Forum Discussion

Seadog's avatar
Seadog
Icon for Occasional Contributor rankOccasional Contributor
6 years ago

Timing error on Arria 10 PCIe core design

I have an Arria 10 design with a PCIe core (hard-IP, 8 lanes, gen 3, Avalon memory-mapped, w/ DMA). The only timing errors I am getting are related to the reset generated by the PCIe core. The reset is synchronized to the 250 MHz clock domain, and is used for both core-internal logic (DMA controller, etc) and attached external (user-generated) logic. Both set-up and recovery occur, with worst-case negative slack of more than 1 ns. Here is an example:

-1.119 qsys_design.synth_qys_inst.hchip_blob_inst|pcie_wrapper_inst|u0|pcie_a10_hip_0|pcie_a10_hip_0|g_rst_sync.syncrstn_avmm_sriov.app_rstn_altpcie_reset_delay_sync_altpcie_a10_hip_hwtcl|sync_rst[0] qsys_design.synth_qys_inst.hchip_blob_inst|pcie_wrapper_inst|u0|pcie_a10_hip_0|pcie_a10_hip_0|g_avmm_256_dma.avmm_256_dma.altpcieav_256_app|write_data_mover_2|dma_wr_wdalign|desc_lines_release_reg[8] qsys_design.synth_qys_inst.hchip_blob_inst|pcie_wrapper_inst|u0|pcie_a10_hip_0|pcie_a10_hip_0|wys~CORE_CLK_OUT qsys_design.synth_qys_inst.hchip_blob_inst|pcie_wrapper_inst|u0|pcie_a10_hip_0|pcie_a10_hip_0|wys~CORE_CLK_OUT 4.000 -0.178 4.976 1

Initially I was seeing errors for external logic as well, but placing a register at the boundary of the core and retiming the reset before feeding it to the external logic eliminated those errors, so it now appears errors are limited to the PCIe core internals.
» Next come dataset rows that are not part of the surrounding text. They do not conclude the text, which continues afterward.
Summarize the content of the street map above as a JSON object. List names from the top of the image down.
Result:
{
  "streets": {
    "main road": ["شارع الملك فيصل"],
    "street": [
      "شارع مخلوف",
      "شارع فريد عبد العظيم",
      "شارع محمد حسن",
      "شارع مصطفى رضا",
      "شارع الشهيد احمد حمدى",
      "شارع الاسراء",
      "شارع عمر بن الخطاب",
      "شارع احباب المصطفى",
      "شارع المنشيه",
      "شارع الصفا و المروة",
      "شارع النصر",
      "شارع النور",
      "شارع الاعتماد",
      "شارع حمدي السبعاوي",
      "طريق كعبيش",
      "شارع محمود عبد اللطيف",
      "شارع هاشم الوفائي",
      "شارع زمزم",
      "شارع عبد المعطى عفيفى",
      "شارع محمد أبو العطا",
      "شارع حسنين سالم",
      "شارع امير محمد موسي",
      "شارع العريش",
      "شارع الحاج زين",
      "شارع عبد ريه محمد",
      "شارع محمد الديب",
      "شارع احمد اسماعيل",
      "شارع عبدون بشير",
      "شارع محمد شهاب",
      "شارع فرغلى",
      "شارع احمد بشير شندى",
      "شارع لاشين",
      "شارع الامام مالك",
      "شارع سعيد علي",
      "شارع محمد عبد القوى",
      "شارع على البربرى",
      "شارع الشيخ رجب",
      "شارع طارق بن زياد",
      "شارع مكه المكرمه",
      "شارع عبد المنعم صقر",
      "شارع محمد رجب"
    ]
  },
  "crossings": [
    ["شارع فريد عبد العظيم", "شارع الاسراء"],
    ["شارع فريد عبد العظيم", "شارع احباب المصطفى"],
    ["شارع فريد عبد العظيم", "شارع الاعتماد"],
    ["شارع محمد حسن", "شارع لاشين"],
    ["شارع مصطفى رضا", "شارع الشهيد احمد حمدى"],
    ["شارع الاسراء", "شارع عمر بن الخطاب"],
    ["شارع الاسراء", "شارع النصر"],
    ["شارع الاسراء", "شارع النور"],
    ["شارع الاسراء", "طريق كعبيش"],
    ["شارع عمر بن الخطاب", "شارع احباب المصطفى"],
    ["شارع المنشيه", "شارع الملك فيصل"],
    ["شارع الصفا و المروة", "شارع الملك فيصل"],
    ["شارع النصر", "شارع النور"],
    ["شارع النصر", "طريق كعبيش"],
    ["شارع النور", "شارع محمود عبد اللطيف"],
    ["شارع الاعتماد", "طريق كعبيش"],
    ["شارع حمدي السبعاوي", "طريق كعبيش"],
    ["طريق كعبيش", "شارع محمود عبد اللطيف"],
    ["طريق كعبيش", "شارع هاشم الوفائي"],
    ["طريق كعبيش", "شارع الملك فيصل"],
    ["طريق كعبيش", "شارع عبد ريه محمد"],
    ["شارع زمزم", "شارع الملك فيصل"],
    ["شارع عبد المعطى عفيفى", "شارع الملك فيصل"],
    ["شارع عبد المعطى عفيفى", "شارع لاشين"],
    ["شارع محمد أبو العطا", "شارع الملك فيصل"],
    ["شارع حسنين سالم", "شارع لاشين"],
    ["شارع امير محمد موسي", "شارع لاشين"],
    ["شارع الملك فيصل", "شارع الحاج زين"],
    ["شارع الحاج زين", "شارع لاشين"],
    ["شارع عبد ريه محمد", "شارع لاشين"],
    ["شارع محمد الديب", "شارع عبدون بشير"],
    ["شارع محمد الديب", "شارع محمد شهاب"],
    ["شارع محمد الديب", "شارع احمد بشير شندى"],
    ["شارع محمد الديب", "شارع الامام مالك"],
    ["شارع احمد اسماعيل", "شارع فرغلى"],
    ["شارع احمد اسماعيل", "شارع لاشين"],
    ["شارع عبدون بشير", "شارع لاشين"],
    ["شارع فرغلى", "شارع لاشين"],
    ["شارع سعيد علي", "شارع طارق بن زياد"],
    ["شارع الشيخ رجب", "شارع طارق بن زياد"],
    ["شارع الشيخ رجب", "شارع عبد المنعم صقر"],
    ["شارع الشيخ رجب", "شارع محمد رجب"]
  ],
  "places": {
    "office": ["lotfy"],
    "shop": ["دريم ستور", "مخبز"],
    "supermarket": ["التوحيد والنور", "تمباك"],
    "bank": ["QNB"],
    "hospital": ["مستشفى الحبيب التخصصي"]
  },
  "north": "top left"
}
I put the sync_rst[] signals on globals, but this did not seem to help (maybe they were already on globals?).

Ideas?

Thanks.

19 Replies

  • Seadog's avatar
    Seadog
    Icon for Occasional Contributor rankOccasional Contributor

    OK, so I started doing this, and got about half way through the list (there are 27 .sdc files total) without seeing any improvement. So I took the extreme approach and removed all of the .sdc files except:

    • the project .sdc file
    • the three (temporary? not sure how this works) .sdc files which appear for a while during build under the qdb folder

    When I do this, the timing errors go away, but there are no timing checks at all for the clock domain which was causing the problem; in fact, approximately half of the clocks no longer appear in the clock report (with the .sdc files in, there are ~135 clocks; without the .sdc files, there are only about 62 clocks).

  • BoonT_Intel's avatar
    BoonT_Intel
    Icon for Frequent Contributor rankFrequent Contributor

    Hi Sir,

    Sorry, I just learned from a member that familiar with timing, he said removing the SDC will only masking the issue but not removing the issue.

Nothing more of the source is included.